__Work task__
Report every line below that has the string "buttons" in it.

[Start of Attachment]

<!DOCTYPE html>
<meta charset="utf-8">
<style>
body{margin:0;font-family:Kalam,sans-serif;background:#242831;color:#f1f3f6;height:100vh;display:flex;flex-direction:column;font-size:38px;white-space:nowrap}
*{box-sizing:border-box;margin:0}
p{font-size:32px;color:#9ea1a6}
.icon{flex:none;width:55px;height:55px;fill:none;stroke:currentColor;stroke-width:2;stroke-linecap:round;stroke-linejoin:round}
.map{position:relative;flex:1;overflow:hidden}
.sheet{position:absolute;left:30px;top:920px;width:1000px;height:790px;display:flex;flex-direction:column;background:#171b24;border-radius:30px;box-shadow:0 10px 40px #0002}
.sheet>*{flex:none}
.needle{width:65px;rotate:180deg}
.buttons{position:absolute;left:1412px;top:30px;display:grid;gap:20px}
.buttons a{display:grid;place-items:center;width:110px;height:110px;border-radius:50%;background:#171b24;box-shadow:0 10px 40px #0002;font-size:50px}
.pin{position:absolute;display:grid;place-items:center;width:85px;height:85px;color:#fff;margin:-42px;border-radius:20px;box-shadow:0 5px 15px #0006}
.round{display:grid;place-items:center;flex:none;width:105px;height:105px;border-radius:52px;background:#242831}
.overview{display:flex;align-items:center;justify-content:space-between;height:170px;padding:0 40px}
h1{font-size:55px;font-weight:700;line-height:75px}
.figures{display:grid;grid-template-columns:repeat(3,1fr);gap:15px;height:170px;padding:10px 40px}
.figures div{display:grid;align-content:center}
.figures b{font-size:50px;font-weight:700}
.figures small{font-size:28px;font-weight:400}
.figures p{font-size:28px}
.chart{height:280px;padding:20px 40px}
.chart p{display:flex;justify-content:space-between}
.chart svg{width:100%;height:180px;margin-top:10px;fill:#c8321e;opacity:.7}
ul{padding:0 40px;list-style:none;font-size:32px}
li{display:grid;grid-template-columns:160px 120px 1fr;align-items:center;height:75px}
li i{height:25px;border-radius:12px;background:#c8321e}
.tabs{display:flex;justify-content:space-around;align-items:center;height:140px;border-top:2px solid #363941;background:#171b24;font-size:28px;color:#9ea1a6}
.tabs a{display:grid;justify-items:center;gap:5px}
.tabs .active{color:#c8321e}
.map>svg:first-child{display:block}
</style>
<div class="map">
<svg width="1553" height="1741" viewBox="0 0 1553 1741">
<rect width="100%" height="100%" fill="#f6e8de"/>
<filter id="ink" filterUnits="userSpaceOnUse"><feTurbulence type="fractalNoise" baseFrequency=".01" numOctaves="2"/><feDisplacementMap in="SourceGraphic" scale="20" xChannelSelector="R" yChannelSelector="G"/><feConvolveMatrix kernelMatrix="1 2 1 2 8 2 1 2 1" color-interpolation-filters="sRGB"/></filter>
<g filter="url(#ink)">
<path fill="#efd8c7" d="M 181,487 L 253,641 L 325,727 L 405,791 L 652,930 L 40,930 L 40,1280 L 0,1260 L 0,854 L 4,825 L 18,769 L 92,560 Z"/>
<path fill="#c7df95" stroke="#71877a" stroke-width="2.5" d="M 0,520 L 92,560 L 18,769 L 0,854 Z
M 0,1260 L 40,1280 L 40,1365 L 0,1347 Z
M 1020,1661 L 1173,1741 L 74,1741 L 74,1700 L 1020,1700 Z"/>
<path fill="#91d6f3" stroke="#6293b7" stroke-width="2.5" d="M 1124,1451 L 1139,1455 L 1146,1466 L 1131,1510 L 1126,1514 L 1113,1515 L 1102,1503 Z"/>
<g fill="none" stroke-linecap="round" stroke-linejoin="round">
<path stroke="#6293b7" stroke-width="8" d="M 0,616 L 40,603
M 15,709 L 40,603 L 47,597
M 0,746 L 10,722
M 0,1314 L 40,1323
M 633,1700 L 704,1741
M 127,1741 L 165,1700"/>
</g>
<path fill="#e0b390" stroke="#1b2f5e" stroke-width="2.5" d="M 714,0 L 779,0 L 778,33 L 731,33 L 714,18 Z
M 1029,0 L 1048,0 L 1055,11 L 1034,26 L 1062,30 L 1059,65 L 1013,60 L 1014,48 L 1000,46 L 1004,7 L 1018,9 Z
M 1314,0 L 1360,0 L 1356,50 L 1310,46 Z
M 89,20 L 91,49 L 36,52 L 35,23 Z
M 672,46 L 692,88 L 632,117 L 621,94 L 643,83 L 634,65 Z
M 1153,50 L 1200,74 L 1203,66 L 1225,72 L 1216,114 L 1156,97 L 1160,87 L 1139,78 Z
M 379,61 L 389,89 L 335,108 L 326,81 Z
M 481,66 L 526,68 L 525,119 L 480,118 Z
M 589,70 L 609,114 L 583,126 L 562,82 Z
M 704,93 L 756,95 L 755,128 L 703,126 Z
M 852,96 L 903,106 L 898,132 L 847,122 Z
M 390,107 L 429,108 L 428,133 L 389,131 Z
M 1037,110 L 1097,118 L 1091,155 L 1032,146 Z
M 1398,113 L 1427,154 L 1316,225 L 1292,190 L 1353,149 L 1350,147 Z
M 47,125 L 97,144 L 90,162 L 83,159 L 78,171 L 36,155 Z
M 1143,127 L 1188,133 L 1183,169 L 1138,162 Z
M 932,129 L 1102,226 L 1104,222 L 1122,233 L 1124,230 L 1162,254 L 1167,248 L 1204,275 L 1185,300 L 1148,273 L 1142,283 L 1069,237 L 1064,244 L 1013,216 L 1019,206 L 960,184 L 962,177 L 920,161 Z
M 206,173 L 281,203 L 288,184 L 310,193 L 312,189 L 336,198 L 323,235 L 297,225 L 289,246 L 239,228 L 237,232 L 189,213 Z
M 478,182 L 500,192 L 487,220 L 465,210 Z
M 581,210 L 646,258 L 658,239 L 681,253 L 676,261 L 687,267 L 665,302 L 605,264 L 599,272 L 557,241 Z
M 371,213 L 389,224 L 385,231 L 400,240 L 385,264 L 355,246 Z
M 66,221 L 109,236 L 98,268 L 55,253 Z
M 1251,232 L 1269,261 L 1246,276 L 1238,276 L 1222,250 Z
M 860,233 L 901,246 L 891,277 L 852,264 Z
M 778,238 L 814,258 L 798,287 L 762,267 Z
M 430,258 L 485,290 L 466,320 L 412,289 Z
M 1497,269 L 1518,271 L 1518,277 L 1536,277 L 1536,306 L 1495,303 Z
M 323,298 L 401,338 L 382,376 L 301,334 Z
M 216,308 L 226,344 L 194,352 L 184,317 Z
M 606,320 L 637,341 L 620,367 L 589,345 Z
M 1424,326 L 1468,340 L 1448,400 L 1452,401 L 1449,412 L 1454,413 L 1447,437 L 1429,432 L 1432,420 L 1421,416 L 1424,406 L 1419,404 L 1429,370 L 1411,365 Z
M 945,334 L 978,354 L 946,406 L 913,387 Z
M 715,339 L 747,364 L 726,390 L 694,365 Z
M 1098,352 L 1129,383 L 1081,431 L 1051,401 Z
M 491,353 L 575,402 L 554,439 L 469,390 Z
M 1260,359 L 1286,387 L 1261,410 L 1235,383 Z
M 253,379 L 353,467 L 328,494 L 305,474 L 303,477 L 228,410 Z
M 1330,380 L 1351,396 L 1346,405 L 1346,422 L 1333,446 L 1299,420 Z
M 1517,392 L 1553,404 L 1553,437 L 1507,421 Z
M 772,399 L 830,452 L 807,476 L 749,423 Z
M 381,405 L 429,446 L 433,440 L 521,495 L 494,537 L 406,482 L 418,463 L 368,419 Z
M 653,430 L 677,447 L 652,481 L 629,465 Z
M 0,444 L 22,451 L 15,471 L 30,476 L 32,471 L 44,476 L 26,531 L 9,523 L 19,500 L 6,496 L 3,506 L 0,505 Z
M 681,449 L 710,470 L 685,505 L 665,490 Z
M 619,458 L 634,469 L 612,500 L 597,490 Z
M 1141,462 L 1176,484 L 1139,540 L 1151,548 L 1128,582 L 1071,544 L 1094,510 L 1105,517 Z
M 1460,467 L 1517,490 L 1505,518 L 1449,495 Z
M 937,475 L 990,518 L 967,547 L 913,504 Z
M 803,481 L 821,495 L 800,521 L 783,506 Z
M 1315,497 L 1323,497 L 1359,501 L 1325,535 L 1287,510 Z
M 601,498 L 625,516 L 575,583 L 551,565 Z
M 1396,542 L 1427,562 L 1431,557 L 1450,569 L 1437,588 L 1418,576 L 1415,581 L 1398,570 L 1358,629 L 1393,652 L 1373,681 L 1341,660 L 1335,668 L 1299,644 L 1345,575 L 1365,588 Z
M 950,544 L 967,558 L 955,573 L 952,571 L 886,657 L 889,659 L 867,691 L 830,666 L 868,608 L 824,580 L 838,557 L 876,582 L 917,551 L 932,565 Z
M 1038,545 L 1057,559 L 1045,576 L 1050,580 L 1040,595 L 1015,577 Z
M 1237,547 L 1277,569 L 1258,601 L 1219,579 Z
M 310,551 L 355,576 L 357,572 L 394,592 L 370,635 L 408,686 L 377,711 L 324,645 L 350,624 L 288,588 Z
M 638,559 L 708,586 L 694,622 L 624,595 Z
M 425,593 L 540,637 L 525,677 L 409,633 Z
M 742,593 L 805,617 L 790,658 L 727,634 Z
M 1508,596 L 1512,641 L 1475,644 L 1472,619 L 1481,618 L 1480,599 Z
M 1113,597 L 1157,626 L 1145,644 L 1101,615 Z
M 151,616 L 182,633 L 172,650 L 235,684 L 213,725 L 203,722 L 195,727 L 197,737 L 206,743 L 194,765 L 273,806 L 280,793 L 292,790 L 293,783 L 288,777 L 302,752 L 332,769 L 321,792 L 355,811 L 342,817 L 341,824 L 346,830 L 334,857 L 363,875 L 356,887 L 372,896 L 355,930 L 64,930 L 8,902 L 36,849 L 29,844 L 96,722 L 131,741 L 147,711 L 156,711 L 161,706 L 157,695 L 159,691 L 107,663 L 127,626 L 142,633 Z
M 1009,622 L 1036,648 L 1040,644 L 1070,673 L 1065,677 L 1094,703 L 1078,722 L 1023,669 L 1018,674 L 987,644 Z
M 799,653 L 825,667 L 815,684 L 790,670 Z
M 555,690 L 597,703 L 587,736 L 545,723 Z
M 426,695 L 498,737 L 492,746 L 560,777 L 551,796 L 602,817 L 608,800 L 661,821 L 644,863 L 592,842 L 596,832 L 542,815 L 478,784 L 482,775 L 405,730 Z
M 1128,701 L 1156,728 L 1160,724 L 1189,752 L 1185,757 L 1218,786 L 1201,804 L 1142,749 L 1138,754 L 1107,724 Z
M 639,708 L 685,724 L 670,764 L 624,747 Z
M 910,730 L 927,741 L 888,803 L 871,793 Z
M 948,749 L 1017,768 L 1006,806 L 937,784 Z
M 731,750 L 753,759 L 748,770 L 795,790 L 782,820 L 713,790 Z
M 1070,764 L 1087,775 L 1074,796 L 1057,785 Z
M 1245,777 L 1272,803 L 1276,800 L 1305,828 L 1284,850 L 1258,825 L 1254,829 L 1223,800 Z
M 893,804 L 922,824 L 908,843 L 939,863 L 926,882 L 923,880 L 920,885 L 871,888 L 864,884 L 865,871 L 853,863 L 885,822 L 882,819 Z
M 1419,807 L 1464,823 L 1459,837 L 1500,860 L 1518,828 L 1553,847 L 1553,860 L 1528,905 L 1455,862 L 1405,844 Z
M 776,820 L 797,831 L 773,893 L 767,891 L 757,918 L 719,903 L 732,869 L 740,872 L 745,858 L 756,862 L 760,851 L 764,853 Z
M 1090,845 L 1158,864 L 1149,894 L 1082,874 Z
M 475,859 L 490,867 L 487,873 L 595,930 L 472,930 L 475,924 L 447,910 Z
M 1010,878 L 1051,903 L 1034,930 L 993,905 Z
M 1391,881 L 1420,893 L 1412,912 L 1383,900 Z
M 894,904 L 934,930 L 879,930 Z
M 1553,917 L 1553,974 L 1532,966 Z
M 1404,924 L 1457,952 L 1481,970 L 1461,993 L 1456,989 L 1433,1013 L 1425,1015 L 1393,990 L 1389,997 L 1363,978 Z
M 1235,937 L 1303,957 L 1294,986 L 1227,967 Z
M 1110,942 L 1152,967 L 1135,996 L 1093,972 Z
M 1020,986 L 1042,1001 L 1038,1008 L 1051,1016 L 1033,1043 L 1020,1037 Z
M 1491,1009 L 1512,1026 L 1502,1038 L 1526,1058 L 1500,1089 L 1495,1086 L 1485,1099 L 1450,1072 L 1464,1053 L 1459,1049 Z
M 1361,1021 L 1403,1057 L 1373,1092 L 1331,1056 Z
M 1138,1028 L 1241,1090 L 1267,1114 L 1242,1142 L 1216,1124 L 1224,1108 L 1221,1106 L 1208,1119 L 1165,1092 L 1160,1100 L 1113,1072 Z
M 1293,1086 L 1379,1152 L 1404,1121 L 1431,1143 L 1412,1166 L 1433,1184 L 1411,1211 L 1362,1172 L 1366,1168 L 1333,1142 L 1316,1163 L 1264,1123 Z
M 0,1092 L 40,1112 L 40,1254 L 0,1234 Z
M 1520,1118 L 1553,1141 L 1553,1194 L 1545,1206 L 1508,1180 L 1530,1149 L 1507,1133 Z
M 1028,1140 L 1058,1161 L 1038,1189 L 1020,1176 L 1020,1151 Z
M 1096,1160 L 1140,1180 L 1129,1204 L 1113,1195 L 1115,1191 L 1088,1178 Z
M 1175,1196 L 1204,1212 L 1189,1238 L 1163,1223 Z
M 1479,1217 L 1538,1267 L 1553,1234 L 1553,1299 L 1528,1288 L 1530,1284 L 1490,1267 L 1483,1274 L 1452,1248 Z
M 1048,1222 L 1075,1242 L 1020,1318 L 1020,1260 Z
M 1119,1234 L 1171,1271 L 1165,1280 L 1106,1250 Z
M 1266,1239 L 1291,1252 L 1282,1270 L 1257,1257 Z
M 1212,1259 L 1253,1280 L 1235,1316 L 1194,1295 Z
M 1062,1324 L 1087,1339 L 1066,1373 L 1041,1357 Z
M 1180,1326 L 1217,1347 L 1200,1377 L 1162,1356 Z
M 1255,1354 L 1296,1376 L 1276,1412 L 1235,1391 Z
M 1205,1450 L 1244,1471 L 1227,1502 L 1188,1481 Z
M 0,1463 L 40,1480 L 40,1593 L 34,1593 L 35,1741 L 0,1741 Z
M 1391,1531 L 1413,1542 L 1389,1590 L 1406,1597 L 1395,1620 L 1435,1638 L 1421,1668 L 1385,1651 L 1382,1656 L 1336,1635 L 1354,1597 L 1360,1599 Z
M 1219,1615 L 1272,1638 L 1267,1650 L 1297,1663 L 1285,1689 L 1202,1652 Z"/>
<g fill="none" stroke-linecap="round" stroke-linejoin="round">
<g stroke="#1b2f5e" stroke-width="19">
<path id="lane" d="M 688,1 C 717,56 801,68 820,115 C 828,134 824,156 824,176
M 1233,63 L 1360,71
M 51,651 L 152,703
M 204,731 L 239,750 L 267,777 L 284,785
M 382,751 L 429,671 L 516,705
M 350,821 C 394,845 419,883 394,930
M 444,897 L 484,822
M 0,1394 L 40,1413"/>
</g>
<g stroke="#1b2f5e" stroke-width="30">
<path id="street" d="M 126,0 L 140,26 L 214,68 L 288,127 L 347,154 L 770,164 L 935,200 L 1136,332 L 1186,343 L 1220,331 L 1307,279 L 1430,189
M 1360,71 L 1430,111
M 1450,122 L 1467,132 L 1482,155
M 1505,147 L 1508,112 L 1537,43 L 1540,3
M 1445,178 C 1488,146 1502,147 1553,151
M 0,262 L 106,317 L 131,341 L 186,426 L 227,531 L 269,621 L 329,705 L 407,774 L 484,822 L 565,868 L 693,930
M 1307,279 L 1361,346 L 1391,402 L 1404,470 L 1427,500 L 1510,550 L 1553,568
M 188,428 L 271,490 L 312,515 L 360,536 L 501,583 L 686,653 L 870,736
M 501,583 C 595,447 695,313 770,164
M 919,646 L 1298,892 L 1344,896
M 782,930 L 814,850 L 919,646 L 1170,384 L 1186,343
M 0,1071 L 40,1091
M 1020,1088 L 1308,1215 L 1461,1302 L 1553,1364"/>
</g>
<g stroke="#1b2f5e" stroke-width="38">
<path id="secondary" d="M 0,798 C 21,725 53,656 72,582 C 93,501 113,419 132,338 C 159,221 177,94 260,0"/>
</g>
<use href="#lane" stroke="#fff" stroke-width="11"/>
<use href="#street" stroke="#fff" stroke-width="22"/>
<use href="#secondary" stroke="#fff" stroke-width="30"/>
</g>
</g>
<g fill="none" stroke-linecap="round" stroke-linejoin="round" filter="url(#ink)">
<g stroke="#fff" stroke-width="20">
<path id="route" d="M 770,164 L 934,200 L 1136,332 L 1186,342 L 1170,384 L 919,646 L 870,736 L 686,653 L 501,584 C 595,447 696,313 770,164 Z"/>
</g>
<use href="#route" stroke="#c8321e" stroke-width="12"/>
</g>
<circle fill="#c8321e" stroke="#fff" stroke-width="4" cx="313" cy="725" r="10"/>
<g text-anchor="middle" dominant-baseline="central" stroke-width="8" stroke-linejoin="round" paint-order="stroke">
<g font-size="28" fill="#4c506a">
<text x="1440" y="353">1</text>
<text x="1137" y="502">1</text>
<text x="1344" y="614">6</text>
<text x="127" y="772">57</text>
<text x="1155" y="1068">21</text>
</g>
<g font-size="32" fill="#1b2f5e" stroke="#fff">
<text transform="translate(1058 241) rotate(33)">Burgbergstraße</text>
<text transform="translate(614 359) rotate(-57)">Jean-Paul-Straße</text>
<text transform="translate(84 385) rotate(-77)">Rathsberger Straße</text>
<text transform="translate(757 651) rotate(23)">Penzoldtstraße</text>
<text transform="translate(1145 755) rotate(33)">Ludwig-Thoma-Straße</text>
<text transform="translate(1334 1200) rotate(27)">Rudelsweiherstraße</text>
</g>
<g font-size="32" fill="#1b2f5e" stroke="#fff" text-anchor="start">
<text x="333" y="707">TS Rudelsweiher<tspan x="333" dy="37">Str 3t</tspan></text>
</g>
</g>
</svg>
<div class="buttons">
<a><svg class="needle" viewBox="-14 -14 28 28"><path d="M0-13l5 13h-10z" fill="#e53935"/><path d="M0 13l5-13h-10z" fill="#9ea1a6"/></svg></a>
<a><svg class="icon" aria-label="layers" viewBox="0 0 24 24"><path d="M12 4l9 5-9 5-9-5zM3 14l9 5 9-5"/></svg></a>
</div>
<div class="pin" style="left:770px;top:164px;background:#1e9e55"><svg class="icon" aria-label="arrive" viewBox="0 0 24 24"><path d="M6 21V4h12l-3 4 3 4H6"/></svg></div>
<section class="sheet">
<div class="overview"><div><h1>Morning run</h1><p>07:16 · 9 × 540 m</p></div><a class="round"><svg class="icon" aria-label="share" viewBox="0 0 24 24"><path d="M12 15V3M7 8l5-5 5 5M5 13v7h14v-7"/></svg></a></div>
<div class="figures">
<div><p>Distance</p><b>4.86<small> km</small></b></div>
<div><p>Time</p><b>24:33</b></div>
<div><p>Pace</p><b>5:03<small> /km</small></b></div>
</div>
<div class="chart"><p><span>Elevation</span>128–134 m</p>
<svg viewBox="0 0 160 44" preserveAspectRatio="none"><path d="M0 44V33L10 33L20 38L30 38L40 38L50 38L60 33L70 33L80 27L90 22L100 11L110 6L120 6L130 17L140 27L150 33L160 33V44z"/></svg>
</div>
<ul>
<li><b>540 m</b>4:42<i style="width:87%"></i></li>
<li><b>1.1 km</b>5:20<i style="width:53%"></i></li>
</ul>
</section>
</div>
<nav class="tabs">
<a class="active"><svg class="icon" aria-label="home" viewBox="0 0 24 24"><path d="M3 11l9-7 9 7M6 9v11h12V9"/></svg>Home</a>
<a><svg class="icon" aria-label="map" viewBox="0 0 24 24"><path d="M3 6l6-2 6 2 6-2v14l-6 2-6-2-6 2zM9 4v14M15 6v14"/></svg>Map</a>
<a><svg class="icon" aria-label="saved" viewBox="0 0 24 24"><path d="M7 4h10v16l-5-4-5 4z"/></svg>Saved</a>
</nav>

[End of Attachment]

__Solution below__
.buttons{position:absolute;left:1412px;top:30px;display:grid;gap:20px}
.buttons a{display:grid;place-items:center;width:110px;height:110px;border-radius:50%;background:#171b24;box-shadow:0 10px 40px #0002;font-size:50px}
<div class="buttons">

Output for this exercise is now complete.